PROBLEM TO WORK ON: Count the lines below that contain "names". Give only the number.

*** Block opens ***

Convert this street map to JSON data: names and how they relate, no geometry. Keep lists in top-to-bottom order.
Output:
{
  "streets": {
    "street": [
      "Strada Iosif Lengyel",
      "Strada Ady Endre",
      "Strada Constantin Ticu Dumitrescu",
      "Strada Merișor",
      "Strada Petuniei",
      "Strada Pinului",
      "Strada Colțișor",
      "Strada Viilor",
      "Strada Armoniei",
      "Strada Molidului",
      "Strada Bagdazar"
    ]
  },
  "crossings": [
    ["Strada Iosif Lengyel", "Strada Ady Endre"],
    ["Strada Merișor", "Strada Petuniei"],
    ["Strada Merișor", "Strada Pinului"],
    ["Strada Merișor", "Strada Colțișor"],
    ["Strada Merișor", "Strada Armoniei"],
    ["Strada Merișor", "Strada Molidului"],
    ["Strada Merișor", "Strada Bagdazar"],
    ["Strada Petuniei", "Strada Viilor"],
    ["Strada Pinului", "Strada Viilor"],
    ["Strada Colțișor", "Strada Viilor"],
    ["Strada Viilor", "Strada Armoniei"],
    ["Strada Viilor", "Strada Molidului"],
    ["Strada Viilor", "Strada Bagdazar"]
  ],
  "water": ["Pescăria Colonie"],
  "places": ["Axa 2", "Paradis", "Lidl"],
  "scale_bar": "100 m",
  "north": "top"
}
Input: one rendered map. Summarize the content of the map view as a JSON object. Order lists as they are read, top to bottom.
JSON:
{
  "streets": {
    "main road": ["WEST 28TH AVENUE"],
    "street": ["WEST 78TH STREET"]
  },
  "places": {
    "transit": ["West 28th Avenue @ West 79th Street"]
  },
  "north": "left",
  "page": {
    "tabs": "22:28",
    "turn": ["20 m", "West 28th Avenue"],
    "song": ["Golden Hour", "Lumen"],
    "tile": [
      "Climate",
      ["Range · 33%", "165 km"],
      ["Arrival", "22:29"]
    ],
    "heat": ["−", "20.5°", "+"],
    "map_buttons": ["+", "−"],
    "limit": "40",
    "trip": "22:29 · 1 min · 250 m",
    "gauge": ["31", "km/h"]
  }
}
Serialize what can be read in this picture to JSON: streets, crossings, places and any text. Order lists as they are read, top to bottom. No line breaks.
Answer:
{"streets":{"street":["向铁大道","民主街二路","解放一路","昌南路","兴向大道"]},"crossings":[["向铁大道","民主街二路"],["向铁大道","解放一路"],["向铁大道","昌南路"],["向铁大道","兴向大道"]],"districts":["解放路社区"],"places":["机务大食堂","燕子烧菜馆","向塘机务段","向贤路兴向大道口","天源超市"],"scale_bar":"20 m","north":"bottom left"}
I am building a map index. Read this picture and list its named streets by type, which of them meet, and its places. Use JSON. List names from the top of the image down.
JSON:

*** Block closes ***

REPLY TO THE TASK: 2